I was lucky to get a room in a small hotel. Before starting on my tour of the town I dropped into a cafe for a pot of tea, it being then about 4 P.M. I mention this detail because a curious incident occurred, one that had a considerable bearing on later events. At a table two places removed there was a group of three: two hard-faced cases, maybe forty years old or thereabouts, and a fresh-faced, pleasant-looking lad whom I took to be about three years younger than myself. The oddity of their association struck the eye immediately. They finished before me. The boy moved first, going over to the pay desk. Really I am exaggerating when I describe the incident as curious. All that happened was a flicker of expression that crossed the faces of the older men, once the younger one had left them together. I couldn’t put a name to that expression, but it was an expression that emphatically I did not like. I watched the three climb into a Chevrolet car parked immediately in front of the cafe.
Alas, there is no sign any more in Armagh of Deirdre, or of the Knights of the Red Branch.

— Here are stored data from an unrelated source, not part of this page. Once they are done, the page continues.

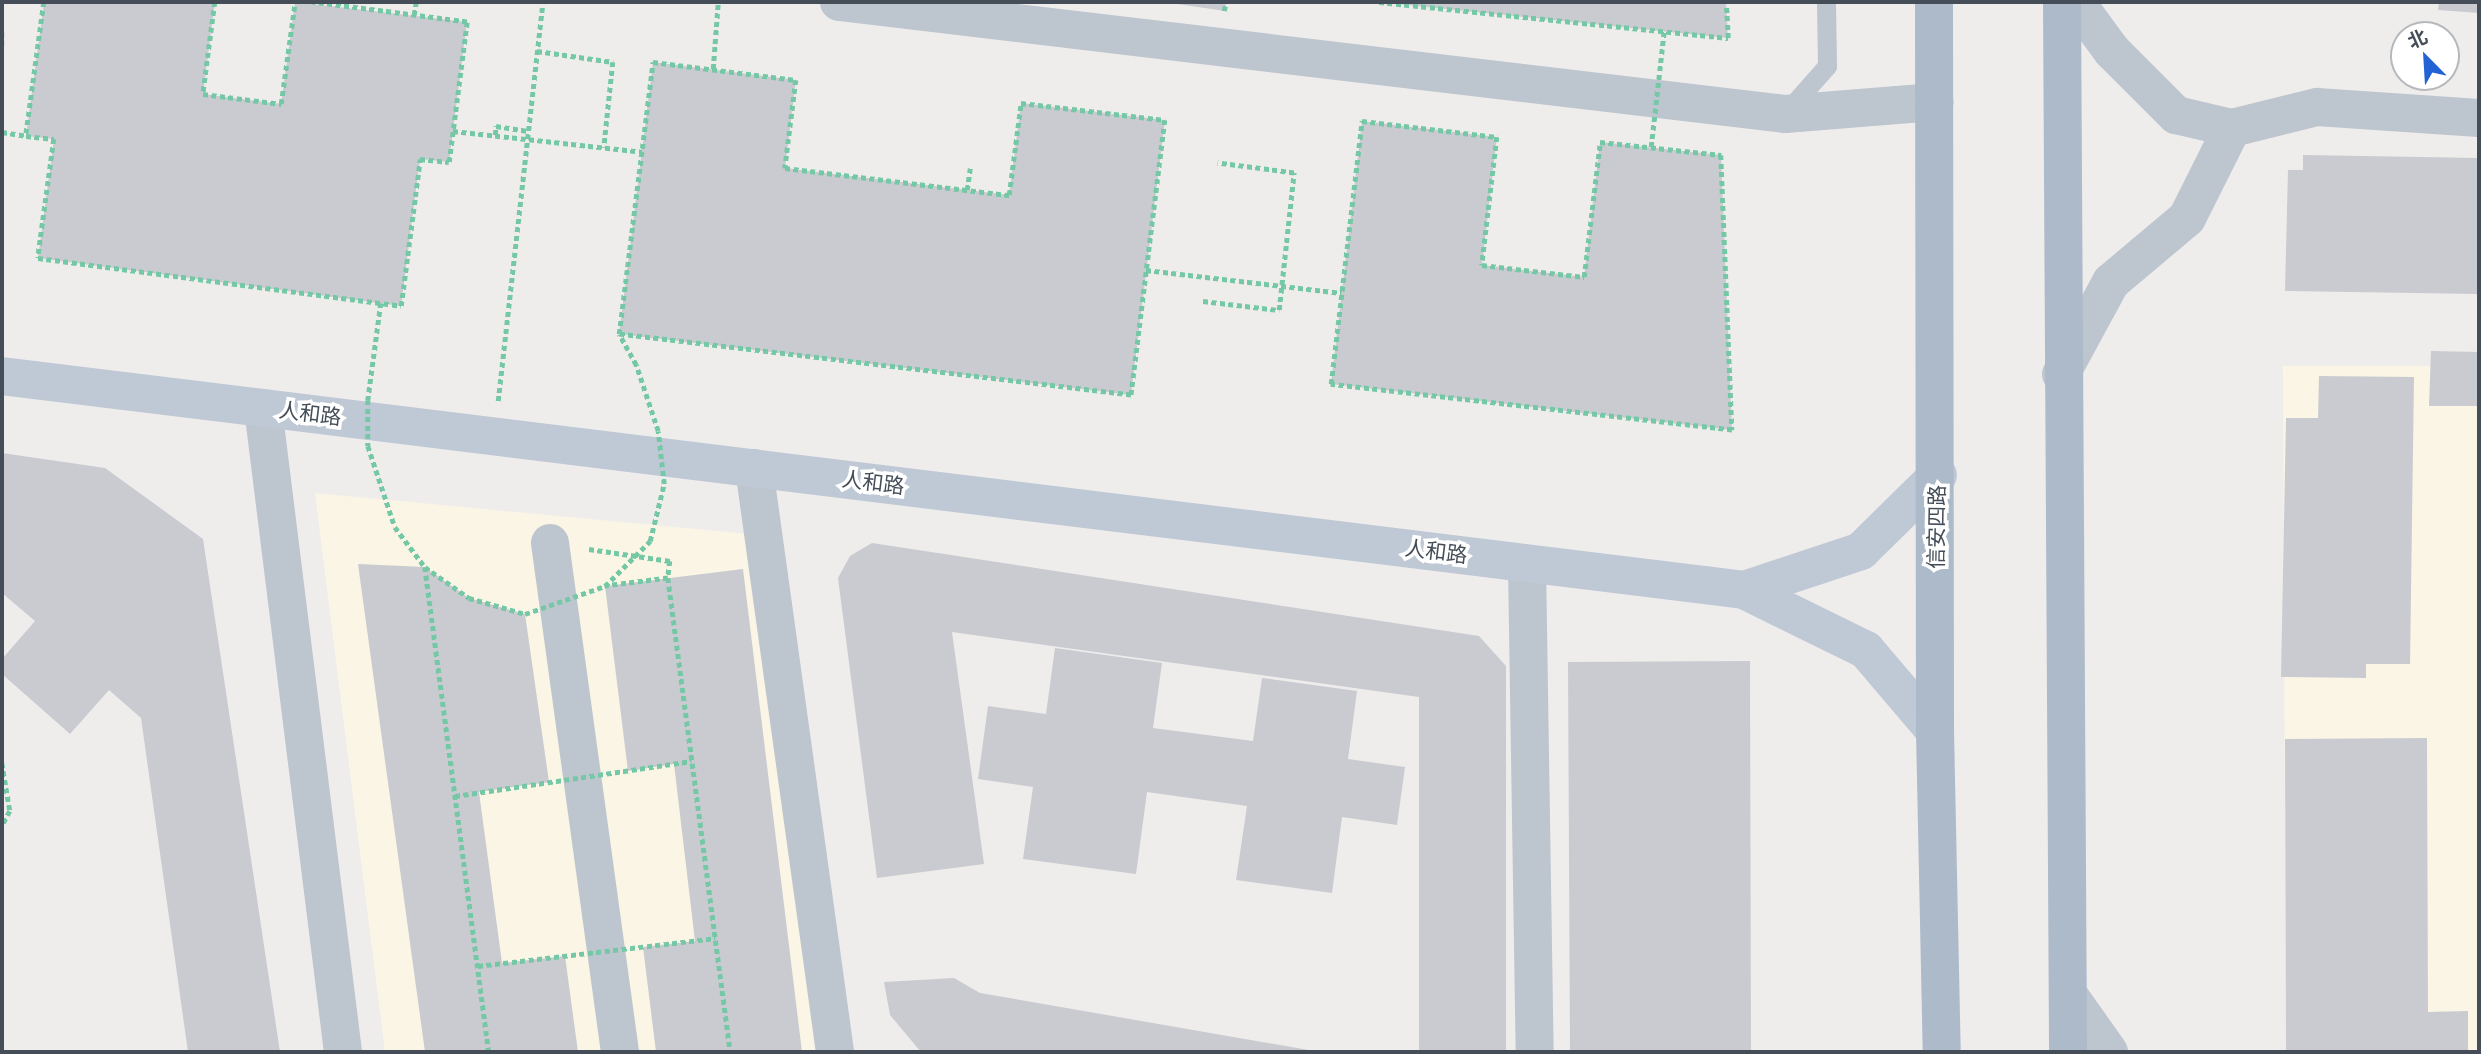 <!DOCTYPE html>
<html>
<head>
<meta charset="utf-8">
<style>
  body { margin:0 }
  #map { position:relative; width:2481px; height:1054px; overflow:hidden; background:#efecec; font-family:"DejaVu Sans","Noto Sans SC",sans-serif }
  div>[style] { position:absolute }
  .commercial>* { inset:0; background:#faf5e5 }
  .building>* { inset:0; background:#c9cbd1 }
  .path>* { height:4.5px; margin-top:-2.25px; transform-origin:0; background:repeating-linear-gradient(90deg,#75c8a5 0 5px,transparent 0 8.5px) }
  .lane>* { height:19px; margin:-9.5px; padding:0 9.5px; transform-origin:9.5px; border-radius:9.5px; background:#bdc5ce }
  .street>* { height:38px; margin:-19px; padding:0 19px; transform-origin:19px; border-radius:19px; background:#bdc5ce }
  .secondary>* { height:38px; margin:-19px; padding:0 19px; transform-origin:19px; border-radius:19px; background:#bfc8d5 }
  .primary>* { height:38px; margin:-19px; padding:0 19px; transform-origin:19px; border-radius:19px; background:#adbaca }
  .path-bridge>* { height:4.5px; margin-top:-2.25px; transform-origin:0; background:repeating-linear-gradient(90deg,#75c8a5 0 5px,transparent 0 8.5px) }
  span { translate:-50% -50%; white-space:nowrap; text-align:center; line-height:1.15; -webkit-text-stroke:7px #fff; paint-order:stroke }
  .street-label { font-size:21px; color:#454e58 }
  .frame { position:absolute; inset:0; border:4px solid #454e58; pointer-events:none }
  .north { position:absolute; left:2390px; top:21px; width:70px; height:70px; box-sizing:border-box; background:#fff; border:2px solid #b5b8bc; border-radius:50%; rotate:336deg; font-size:19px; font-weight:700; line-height:28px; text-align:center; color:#454e58 }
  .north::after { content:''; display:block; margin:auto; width:24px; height:32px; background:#2163d4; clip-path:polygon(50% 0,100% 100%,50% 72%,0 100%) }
</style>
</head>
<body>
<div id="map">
  <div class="commercial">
    <div style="clip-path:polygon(2283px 366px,2479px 366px,2479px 1052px,2286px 1052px)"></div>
    <div style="clip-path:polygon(315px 493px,749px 534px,815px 1052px,385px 1052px)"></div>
  </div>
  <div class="building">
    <div style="clip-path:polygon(44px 2px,215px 2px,203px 94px,281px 104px,295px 2px,467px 22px,449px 162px,420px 159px,401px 306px,38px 258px,54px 139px,26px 136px)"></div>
    <div style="clip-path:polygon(1164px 2px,1226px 2px,1225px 11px)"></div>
    <div style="clip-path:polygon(1726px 2px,1728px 38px,1397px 4px,1397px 2px)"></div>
    <div style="clip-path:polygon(2439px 2px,2479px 2px,2479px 13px,2438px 10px)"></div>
    <div style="clip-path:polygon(653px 62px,796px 80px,785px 168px,1009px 195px,1021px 103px,1165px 120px,1131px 395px,619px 334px)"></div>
    <div style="clip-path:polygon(1362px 121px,1497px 137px,1482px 265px,1584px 277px,1600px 142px,1721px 155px,1732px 430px,1331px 384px)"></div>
    <div style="clip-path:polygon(2303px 155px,2479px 158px,2479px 294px,2285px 291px,2288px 170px,2303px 170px)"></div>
    <div style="clip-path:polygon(2431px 351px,2479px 352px,2479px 406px,2429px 406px)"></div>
    <div style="clip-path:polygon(2319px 376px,2414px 377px,2410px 664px,2366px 664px,2366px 678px,2281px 677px,2286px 418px,2318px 418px)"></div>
    <div style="clip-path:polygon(2px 453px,105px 468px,203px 539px,280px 1052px,188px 1052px,141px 718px,109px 690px,70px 734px,2px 674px,2px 659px,35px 621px,2px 593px)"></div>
    <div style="clip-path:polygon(872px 543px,1479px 636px,1506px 666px,1506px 1052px,1419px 1052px,1419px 697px,952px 632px,984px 864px,877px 878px,838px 578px,850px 556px)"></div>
    <div style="clip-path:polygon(358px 564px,425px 567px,469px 598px,525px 614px,549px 782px,479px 792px,502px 963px,565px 956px,578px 1052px,425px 1052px)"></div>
    <div style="clip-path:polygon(743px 569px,802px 1052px,656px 1052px,643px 947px,695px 941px,674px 764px,628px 771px,605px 586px)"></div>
    <div style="clip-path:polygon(1055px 648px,1162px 663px,1153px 728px,1253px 741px,1262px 678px,1357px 691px,1348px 759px,1405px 767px,1397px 825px,1342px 817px,1332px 893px,1236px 880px,1247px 806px,1147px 792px,1136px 874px,1023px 859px,1033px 787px,978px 779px,988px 706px,1046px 714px)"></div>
    <div style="clip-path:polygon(1750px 661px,1751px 1052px,1570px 1052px,1568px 662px)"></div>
    <div style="clip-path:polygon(2427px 738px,2428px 1012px,2468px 1011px,2468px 1052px,2286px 1052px,2285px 739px)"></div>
    <div style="clip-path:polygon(954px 978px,980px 993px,1320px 1052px,921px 1052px,890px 1015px,884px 982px)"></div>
  </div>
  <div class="path">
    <div style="left:44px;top:2px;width:135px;rotate:97.7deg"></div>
    <div style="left:26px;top:136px;width:28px;rotate:6deg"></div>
    <div style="left:54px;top:139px;width:120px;rotate:97.7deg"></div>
    <div style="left:38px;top:258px;width:366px;rotate:7.5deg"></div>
    <div style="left:401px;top:306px;width:148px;rotate:-82.6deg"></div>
    <div style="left:420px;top:159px;width:29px;rotate:6deg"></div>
    <div style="left:449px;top:162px;width:141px;rotate:-82.7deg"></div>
    <div style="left:467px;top:22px;width:156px;rotate:-172.6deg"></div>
    <div style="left:215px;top:2px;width:93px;rotate:97.4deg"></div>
    <div style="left:203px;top:94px;width:79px;rotate:7.3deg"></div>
    <div style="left:281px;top:104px;width:103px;rotate:-82.2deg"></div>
    <div style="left:1379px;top:2px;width:351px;rotate:5.9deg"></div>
    <div style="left:1728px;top:38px;width:36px;rotate:-93deg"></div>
    <div style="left:1224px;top:11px;width:9px;rotate:-77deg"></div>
    <div style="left:414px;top:15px;width:13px;rotate:-81deg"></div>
    <div style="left:2px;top:32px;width:17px;rotate:90deg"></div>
    <div style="left:537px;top:51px;width:77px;rotate:8.2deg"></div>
    <div style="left:613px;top:62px;width:86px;rotate:96deg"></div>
    <div style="left:653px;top:62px;width:144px;rotate:7.2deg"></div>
    <div style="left:796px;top:80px;width:89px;rotate:97.1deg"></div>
    <div style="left:785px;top:168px;width:226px;rotate:6.9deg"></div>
    <div style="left:1009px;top:195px;width:93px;rotate:-82.6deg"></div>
    <div style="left:1021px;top:103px;width:145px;rotate:6.7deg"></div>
    <div style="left:1165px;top:120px;width:277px;rotate:97deg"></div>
    <div style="left:1131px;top:395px;width:516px;rotate:-173.21deg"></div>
    <div style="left:619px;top:334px;width:274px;rotate:-82.9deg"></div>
    <div style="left:713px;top:69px;width:67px;rotate:-85.7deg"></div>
    <div style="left:1362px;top:121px;width:136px;rotate:6.8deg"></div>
    <div style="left:1497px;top:137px;width:129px;rotate:96.7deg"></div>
    <div style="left:1482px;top:265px;width:103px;rotate:6.7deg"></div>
    <div style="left:1584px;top:277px;width:136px;rotate:-83.2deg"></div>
    <div style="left:1600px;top:142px;width:122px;rotate:6.1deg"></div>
    <div style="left:1721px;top:155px;width:275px;rotate:87.7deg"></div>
    <div style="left:1732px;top:430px;width:404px;rotate:-173.5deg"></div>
    <div style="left:1331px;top:384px;width:265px;rotate:-83.3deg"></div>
    <div style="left:2px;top:132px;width:24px;rotate:9deg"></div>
    <div style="left:495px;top:135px;width:9px;rotate:-84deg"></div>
    <div style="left:496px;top:126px;width:32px;rotate:9deg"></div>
    <div style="left:967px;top:190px;width:22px;rotate:-82deg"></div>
    <div style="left:1146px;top:270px;width:197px;rotate:6.7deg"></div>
    <div style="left:1203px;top:301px;width:77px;rotate:6.8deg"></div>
    <div style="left:1279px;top:310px;width:138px;rotate:-83.8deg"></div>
    <div style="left:1294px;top:173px;width:77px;rotate:-172.5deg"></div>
    <div style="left:498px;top:401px;width:402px;rotate:-83.6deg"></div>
    <div style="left:589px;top:549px;width:82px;rotate:8.4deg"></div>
    <div style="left:670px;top:561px;width:17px;rotate:97deg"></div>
    <div style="left:668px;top:578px;width:64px;rotate:172.8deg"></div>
    <div style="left:425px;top:567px;width:489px;rotate:82.5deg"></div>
    <div style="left:2px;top:763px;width:49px;rotate:80.5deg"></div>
    <div style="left:10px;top:811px;width:17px;rotate:118deg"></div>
  </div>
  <div class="lane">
    <div style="left:1787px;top:111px;width:60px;rotate:-48.4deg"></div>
    <div style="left:1827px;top:66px;width:64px;rotate:-90.9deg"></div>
  </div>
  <div class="street">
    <div style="left:839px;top:2px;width:953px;rotate:6.75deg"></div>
    <div style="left:1785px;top:114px;width:150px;rotate:-4.6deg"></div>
    <div style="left:2076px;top:2px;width:61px;rotate:53.7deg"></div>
    <div style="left:2112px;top:51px;width:91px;rotate:45deg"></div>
    <div style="left:2176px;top:115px;width:57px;rotate:13.1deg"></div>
    <div style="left:2232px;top:128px;width:88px;rotate:-13.9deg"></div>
    <div style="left:2317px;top:107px;width:162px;rotate:3.9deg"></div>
    <div style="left:2061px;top:374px;width:105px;rotate:-61.5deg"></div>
    <div style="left:2111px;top:282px;width:99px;rotate:-40.1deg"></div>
    <div style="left:2187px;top:218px;width:101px;rotate:-63.4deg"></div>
    <div style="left:263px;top:408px;width:649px;rotate:82.92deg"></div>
    <div style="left:754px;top:468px;width:590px;rotate:82.1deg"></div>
    <div style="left:550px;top:543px;width:514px;rotate:82.17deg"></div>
    <div style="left:1527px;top:564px;width:488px;rotate:89.1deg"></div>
    <div style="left:2068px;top:994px;width:71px;rotate:54.7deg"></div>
  </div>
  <div class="secondary">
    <div style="left:2px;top:376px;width:1755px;rotate:7deg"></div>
    <div style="left:1744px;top:590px;width:136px;rotate:26.2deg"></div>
    <div style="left:1866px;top:650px;width:106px;rotate:49.6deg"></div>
    <div style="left:1744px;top:590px;width:123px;rotate:-18.4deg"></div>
    <div style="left:1861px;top:551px;width:108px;rotate:-44.6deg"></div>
  </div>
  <div class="primary">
    <div style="left:1934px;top:2px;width:729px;rotate:89.92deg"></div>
    <div style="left:1935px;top:731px;width:321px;rotate:88.8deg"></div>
    <div style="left:2062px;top:2px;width:1050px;rotate:89.67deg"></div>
  </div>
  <div class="path-bridge">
    <div style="left:453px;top:131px;width:190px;rotate:6.3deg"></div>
    <div style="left:1651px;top:147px;width:117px;rotate:-83.6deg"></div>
    <div style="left:381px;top:303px;width:98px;rotate:97.6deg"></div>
    <div style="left:368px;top:400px;width:46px;rotate:90deg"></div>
    <div style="left:368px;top:446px;width:85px;rotate:71.6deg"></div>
    <div style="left:395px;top:527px;width:50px;rotate:53.1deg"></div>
    <div style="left:425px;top:567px;width:54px;rotate:35.2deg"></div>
    <div style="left:469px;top:598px;width:58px;rotate:15.9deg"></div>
    <div style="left:525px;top:614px;width:85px;rotate:-19.3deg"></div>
    <div style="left:605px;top:586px;width:64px;rotate:-45deg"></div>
    <div style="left:650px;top:541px;width:59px;rotate:-76.2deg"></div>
    <div style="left:664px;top:484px;width:53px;rotate:-96.5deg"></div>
    <div style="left:658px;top:431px;width:70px;rotate:-108.4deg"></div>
    <div style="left:636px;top:365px;width:35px;rotate:-119deg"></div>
    <div style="left:668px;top:578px;width:478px;rotate:82.5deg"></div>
    <div style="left:455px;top:796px;width:239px;rotate:-8.4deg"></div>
    <div style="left:478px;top:966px;width:239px;rotate:-6.7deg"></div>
  </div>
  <div class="street-label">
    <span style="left:310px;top:414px;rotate:7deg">人和路</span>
    <span style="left:873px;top:483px;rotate:7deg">人和路</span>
    <span style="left:1937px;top:527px;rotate:-89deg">信安四路</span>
    <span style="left:1436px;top:552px;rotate:7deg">人和路</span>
  </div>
  <div class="frame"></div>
  <div class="north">北</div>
</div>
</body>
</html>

Yesterday they proudly walked the earth, alive to the warmth of the summer sun, to the scent of new-mown grass. But they are gone now with all their troubles, gone with their loves and their hates and fears. Soon time’s mad, headlong rush will stream past us too, and in our turn we shall be enshrouded in the black obscurity of the past. Soon, you businessmen who walk the pavement beside me, soon you will have wasted the brief flash of life, wasted it in your frenzied concern for pounds, shillings and pence. Soon, you girls, it will be of no concern to anyone whether it is Dick you marry, or Harry, or Tom. Soon, Thomas Sherwood, soon you too will be like a castle in the sand, obliterated by the onrushing tide of life. Soon our whole generation and age will be gone without trace—no, not without trace, for here and there an idea will be preserved and will become a part of the human heritage down the centuries.